---------- Information supplied
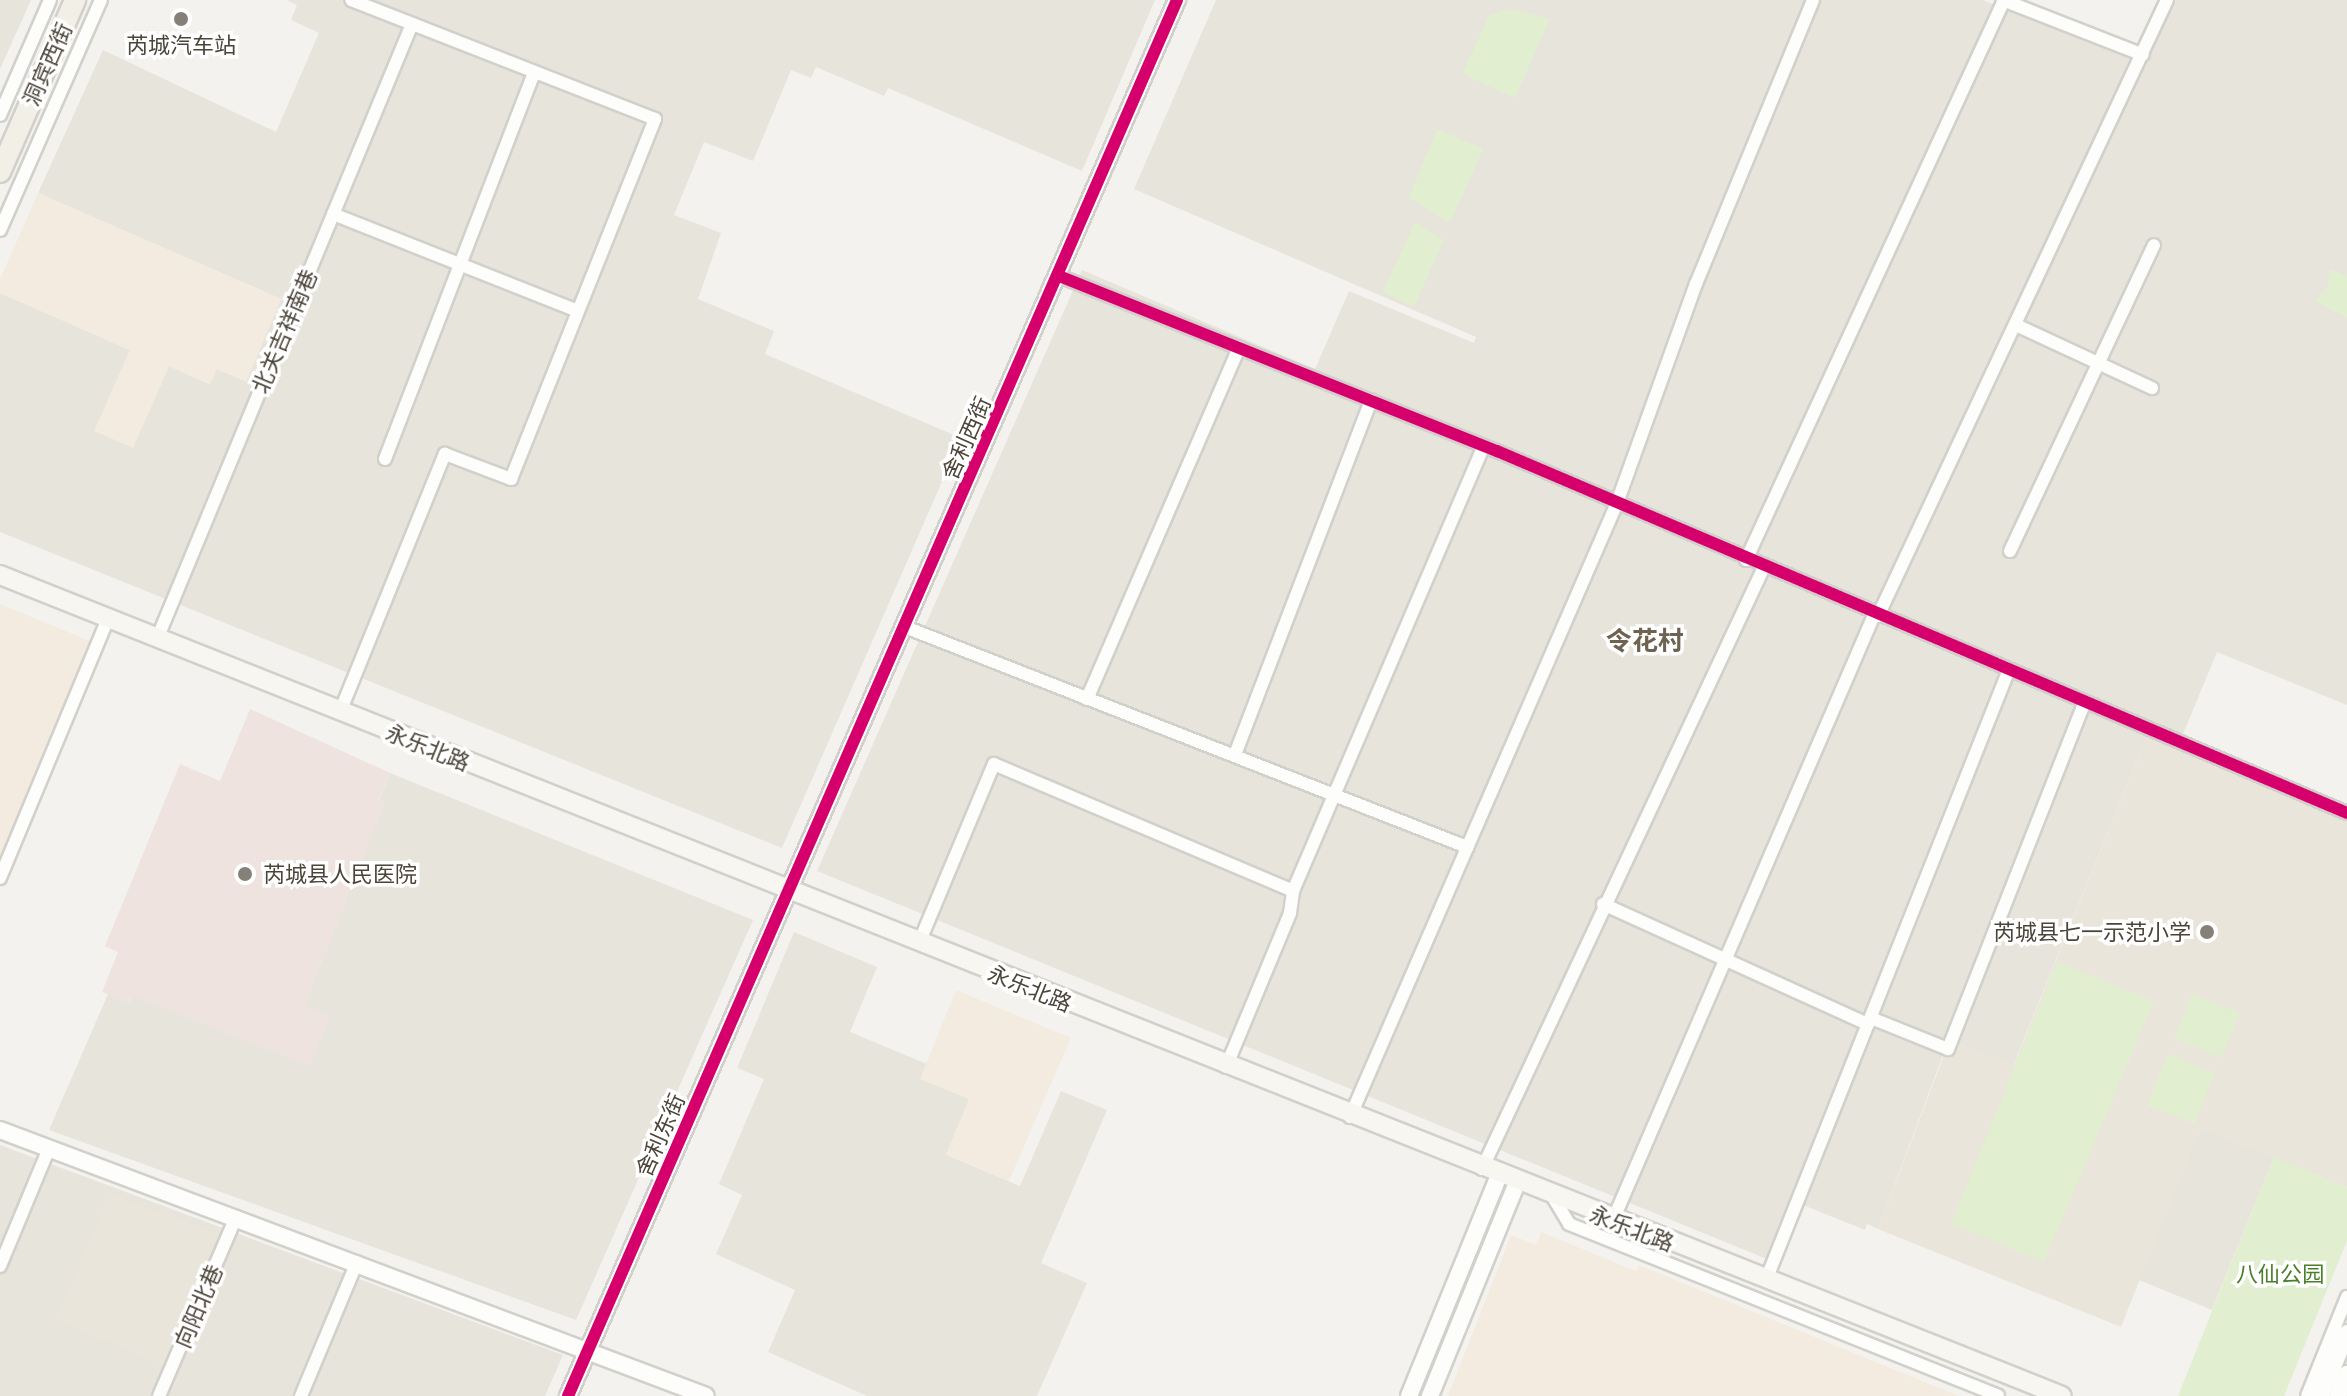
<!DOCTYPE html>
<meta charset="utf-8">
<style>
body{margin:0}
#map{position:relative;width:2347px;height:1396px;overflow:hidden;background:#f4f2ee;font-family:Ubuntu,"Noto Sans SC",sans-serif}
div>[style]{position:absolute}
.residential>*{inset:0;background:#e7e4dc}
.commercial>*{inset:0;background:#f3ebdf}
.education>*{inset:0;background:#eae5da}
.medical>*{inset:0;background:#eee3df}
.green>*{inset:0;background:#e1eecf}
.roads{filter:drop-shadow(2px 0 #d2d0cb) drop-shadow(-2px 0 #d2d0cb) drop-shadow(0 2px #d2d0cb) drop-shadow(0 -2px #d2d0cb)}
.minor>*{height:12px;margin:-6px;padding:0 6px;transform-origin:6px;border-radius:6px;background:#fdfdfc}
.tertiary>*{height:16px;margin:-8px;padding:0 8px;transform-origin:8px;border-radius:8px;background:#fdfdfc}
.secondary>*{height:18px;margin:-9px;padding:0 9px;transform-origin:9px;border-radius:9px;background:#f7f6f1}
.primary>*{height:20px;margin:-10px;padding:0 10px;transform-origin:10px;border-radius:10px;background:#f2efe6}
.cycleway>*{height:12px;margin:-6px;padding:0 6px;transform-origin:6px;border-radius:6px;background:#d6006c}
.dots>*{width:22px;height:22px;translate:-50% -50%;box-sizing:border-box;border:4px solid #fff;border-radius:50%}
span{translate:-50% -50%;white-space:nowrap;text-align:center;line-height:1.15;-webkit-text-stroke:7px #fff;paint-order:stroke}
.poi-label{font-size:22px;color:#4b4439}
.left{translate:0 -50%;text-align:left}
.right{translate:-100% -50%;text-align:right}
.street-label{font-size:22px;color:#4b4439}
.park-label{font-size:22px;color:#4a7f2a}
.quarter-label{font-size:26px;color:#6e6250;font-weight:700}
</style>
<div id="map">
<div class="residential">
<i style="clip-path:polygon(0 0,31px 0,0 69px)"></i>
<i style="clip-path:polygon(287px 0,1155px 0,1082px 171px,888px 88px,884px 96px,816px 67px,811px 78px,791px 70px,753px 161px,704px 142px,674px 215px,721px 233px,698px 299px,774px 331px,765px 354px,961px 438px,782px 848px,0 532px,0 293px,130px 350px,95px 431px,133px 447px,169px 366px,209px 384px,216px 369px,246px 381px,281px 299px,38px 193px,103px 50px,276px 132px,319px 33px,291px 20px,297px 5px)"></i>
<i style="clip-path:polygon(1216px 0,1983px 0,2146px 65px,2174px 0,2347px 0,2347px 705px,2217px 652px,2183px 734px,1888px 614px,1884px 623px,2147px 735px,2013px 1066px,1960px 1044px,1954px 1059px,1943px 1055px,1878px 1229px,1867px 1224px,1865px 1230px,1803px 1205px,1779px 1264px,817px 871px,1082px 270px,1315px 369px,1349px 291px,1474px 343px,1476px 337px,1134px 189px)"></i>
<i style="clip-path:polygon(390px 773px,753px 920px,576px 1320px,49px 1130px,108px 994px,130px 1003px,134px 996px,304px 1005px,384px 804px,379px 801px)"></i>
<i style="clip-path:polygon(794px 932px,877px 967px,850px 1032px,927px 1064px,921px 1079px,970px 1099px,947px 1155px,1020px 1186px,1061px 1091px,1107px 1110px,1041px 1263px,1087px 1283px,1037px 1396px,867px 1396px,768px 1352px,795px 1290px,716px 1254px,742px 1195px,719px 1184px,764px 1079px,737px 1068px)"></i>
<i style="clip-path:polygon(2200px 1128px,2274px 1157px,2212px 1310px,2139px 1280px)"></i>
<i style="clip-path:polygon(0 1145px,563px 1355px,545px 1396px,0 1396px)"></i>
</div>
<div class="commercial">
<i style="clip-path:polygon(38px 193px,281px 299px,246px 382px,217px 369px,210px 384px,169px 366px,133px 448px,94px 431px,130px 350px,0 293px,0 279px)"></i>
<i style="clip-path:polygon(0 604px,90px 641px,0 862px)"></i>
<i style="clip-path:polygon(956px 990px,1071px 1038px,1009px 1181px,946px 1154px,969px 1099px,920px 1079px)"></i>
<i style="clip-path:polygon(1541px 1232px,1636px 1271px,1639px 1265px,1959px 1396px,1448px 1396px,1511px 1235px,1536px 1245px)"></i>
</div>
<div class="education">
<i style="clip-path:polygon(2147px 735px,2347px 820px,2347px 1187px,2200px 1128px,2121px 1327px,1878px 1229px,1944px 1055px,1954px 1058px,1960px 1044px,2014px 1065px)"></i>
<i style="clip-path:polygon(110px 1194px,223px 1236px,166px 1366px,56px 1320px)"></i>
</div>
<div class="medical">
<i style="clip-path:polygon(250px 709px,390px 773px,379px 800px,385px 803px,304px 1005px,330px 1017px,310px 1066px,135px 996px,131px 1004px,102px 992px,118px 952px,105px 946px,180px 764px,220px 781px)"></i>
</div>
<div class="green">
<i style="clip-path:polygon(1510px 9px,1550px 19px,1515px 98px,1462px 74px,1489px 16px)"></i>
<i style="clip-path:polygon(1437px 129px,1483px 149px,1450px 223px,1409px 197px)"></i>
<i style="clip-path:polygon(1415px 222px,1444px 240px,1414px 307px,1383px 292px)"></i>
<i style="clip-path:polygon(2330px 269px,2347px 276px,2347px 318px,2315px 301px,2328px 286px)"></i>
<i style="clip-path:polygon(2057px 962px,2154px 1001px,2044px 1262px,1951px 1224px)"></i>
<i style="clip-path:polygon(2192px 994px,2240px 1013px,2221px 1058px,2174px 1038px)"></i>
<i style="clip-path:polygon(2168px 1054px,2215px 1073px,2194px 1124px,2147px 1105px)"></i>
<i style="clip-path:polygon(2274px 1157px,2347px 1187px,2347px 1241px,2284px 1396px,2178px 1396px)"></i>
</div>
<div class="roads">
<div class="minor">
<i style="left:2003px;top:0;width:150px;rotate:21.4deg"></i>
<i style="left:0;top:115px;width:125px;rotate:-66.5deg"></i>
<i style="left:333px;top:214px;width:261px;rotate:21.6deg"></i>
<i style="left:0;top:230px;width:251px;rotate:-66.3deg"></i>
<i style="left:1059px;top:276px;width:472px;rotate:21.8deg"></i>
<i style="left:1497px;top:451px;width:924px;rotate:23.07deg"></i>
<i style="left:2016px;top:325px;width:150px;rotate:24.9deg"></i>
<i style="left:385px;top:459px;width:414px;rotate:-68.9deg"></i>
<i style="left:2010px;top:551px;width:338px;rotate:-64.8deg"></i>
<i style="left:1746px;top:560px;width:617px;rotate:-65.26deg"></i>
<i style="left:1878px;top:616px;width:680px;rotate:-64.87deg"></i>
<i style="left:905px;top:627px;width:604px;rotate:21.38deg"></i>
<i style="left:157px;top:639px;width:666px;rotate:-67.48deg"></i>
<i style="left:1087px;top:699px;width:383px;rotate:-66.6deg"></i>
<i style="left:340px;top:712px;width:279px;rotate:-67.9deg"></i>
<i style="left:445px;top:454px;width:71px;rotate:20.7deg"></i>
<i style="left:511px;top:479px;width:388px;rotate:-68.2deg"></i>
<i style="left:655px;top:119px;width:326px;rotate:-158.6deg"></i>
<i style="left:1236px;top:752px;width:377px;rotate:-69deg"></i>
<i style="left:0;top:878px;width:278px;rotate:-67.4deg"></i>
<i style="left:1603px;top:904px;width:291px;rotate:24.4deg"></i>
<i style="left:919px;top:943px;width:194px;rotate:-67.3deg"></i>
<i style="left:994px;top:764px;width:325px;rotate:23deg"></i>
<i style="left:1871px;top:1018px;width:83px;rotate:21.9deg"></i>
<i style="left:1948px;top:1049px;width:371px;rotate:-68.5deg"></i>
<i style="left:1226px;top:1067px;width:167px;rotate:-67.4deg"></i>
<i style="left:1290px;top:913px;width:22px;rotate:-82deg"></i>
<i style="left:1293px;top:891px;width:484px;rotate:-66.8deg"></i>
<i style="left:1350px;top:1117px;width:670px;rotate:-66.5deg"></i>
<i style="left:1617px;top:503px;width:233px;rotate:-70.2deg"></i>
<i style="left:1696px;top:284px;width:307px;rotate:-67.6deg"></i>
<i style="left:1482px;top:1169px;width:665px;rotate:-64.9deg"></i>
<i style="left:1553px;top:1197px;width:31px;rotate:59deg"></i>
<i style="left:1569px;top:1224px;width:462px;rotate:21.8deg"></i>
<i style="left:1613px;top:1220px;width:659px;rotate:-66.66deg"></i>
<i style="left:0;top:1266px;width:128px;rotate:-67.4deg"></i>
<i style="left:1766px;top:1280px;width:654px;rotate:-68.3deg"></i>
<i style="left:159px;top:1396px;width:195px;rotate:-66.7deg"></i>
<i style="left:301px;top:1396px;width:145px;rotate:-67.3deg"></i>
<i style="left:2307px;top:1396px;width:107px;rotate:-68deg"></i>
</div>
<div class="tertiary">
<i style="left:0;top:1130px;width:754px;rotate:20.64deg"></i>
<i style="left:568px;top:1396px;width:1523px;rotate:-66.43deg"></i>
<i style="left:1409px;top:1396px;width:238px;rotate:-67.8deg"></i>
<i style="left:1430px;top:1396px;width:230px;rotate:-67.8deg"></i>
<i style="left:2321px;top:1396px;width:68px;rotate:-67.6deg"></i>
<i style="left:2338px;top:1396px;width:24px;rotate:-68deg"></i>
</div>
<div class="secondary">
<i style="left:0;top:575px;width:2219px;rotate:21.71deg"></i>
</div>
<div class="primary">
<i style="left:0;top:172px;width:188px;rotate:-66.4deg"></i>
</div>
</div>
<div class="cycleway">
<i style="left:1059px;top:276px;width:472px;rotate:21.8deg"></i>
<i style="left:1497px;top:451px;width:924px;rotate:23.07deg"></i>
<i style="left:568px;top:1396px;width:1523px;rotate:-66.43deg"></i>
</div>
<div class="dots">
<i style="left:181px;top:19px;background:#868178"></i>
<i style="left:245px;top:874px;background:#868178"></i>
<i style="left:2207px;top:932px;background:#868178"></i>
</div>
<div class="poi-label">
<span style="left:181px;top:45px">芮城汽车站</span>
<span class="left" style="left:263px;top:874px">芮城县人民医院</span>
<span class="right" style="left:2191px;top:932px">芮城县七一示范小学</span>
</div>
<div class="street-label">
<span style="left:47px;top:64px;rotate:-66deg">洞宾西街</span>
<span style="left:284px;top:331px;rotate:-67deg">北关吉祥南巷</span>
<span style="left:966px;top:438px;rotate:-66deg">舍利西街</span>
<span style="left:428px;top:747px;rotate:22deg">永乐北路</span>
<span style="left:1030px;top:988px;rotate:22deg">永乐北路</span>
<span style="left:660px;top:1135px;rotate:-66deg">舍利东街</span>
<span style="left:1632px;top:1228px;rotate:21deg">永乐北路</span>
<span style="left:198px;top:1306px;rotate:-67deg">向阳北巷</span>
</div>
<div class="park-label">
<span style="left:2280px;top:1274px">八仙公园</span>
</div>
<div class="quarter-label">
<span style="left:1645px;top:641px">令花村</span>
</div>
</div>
--------------------
Action item :: Could you report every line of the material that contains the string "commercial"?

Your response ::
.commercial>*{inset:0;background:#f3ebdf}
<div class="commercial">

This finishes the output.